• TASK DETAILS
Down to the last line, set down the material below exactly, excluding pictures.

• RAW DATA
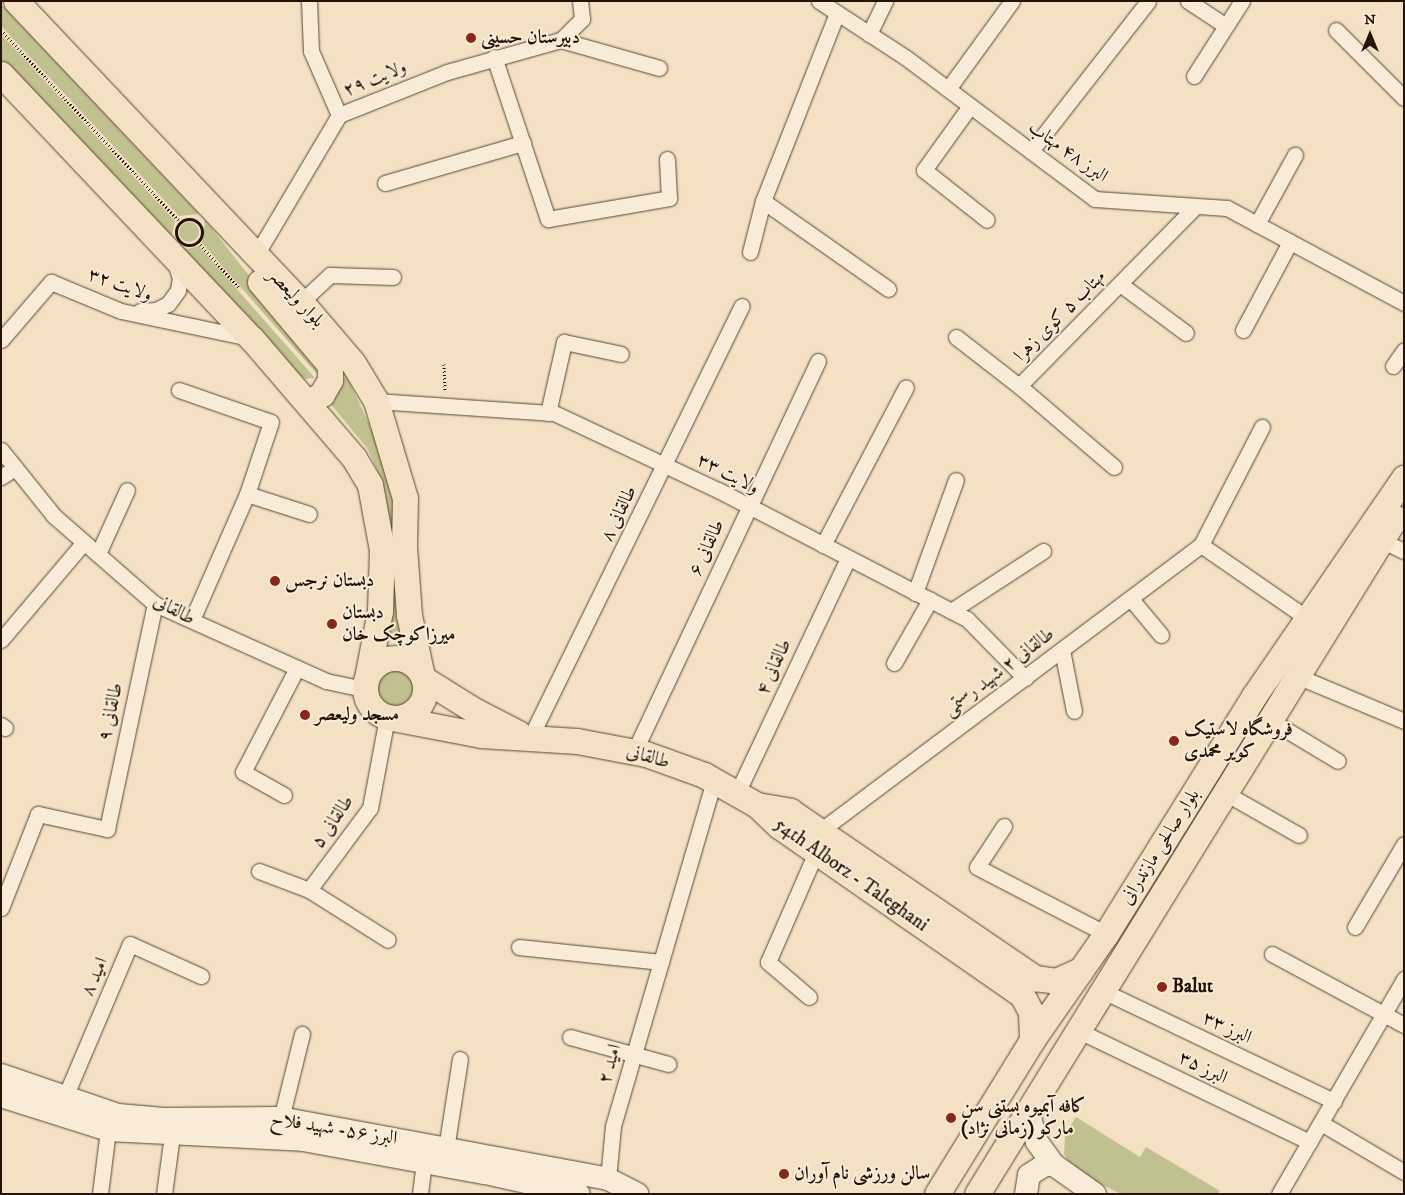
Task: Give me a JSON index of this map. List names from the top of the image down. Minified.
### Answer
{"streets":{"main road":["بلوار ولیعصر","طالقانی","بلوار صالحی مازندرانی","54th Alborz - Taleghani"],"street":["ولایت ٢٩","البرز ۴۸ مهتاب","ولایت ۳۲","مهتاب ۵ کوی زهرا","ولایت ٣۳","طالقانی ۸","طالقانی ۶","طالقانی ۴","طالقانی ۲ شهید رستمی","طالقانی ۹","طالقانی ۵","امید ۸","البرز ۳۳","امید ۲","البرز ۳۵","البرز ۵۶- شهید فلاح"]},"crossings":[["ولایت ٢٩","بلوار ولیعصر"],["البرز ۴۸ مهتاب","مهتاب ۵ کوی زهرا"],["بلوار ولیعصر","ولایت ٣۳"],["بلوار ولیعصر","طالقانی"],["بلوار ولیعصر","طالقانی ۵"],["ولایت ٣۳","طالقانی ۸"],["ولایت ٣۳","طالقانی ۶"],["ولایت ٣۳","طالقانی ۴"],["ولایت ٣۳","طالقانی ۲ شهید رستمی"],["طالقانی ۸","طالقانی"],["طالقانی ۶","طالقانی"],["طالقانی","طالقانی ۴"],["طالقانی","طالقانی ۹"],["طالقانی","طالقانی ۵"],["طالقانی","54th Alborz - Taleghani"],["طالقانی","امید ۲"],["طالقانی ۴","54th Alborz - Taleghani"],["طالقانی ۲ شهید رستمی","54th Alborz - Taleghani"],["بلوار صالحی مازندرانی","54th Alborz - Taleghani"],["بلوار صالحی مازندرانی","البرز ۳۳"],["بلوار صالحی مازندرانی","البرز ۳۵"],["امید ۸","البرز ۵۶- شهید فلاح"],["امید ۲","البرز ۵۶- شهید فلاح"]],"places":["دبیرستان حسینی","دبستان نرجس","دبستان میرزاکوچک خان","مسجد ولیعصر","فروشگاه لاستیک کویر محمدی","Balut","کافه آبمیوه بستنی سن مارکو (زمانی نژاد)","سالن ورزشی نام آوران"],"north":"top"}
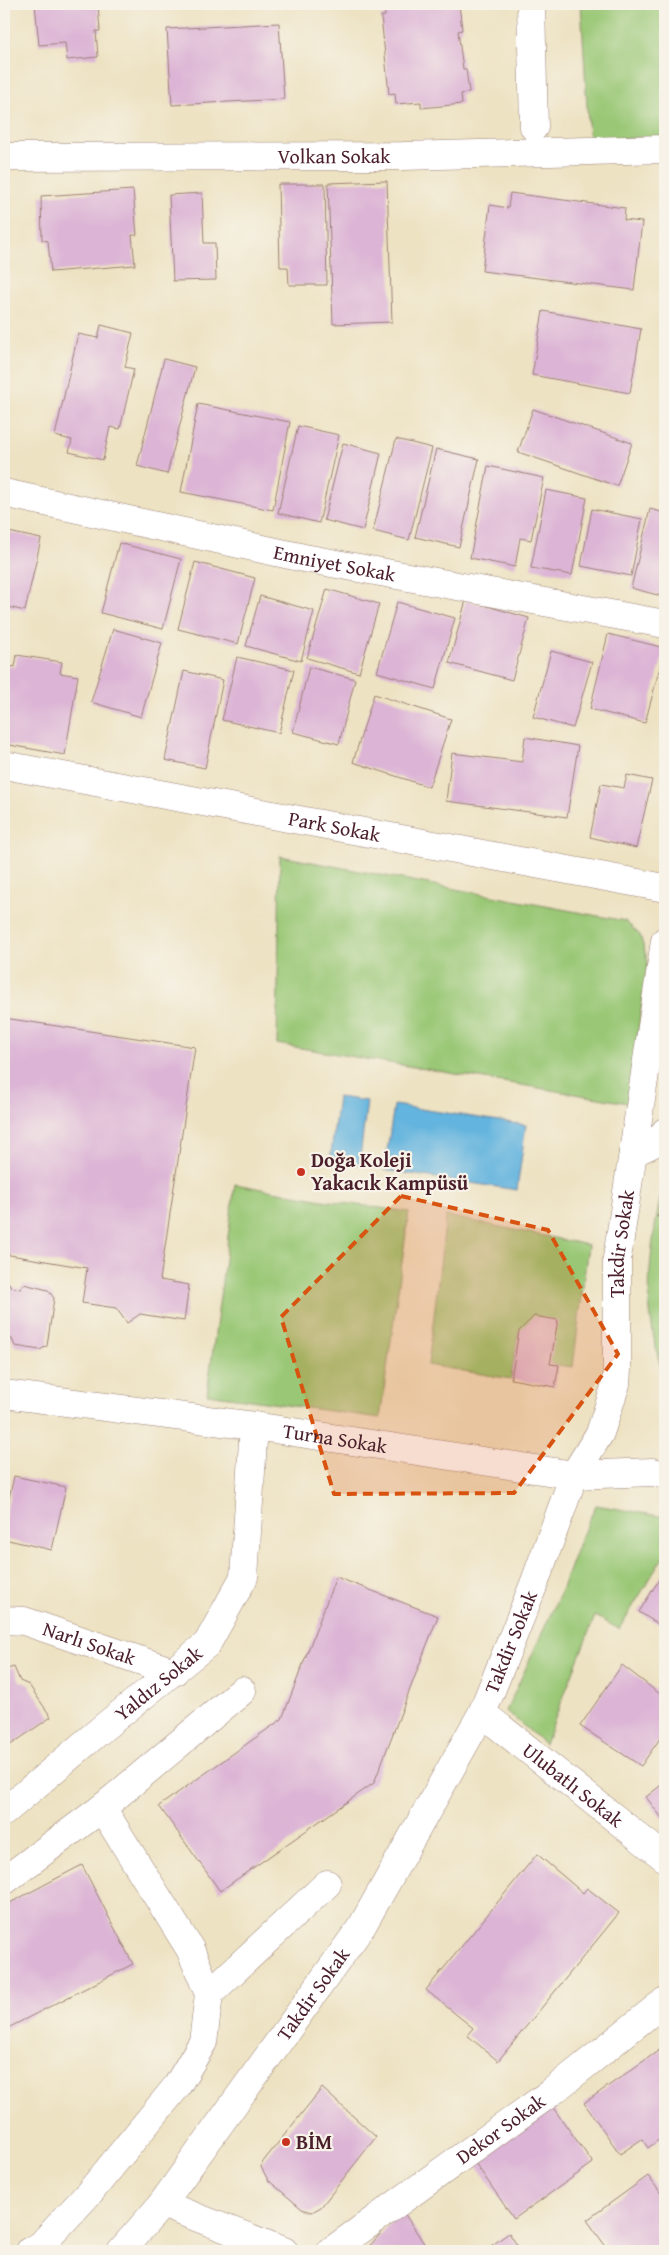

• ANSWER FOR THIS EXERCISE
Task: Give me a JSON index of this map. List names from the top of the image down. Minified.
### Answer
{"streets":{"main road":["بلوار ولیعصر","طالقانی","بلوار صالحی مازندرانی","54th Alborz - Taleghani"],"street":["ولایت ٢٩","البرز ۴۸ مهتاب","ولایت ۳۲","مهتاب ۵ کوی زهرا","ولایت ٣۳","طالقانی ۸","طالقانی ۶","طالقانی ۴","طالقانی ۲ شهید رستمی","طالقانی ۹","طالقانی ۵","امید ۸","البرز ۳۳","امید ۲","البرز ۳۵","البرز ۵۶- شهید فلاح"]},"crossings":[["ولایت ٢٩","بلوار ولیعصر"],["البرز ۴۸ مهتاب","مهتاب ۵ کوی زهرا"],["بلوار ولیعصر","ولایت ٣۳"],["بلوار ولیعصر","طالقانی"],["بلوار ولیعصر","طالقانی ۵"],["ولایت ٣۳","طالقانی ۸"],["ولایت ٣۳","طالقانی ۶"],["ولایت ٣۳","طالقانی ۴"],["ولایت ٣۳","طالقانی ۲ شهید رستمی"],["طالقانی ۸","طالقانی"],["طالقانی ۶","طالقانی"],["طالقانی","طالقانی ۴"],["طالقانی","طالقانی ۹"],["طالقانی","طالقانی ۵"],["طالقانی","54th Alborz - Taleghani"],["طالقانی","امید ۲"],["طالقانی ۴","54th Alborz - Taleghani"],["طالقانی ۲ شهید رستمی","54th Alborz - Taleghani"],["بلوار صالحی مازندرانی","54th Alborz - Taleghani"],["بلوار صالحی مازندرانی","البرز ۳۳"],["بلوار صالحی مازندرانی","البرز ۳۵"],["امید ۸","البرز ۵۶- شهید فلاح"],["امید ۲","البرز ۵۶- شهید فلاح"]],"places":["دبیرستان حسینی","دبستان نرجس","دبستان میرزاکوچک خان","مسجد ولیعصر","فروشگاه لاستیک کویر محمدی","Balut","کافه آبمیوه بستنی سن مارکو (زمانی نژاد)","سالن ورزشی نام آوران"],"north":"top"}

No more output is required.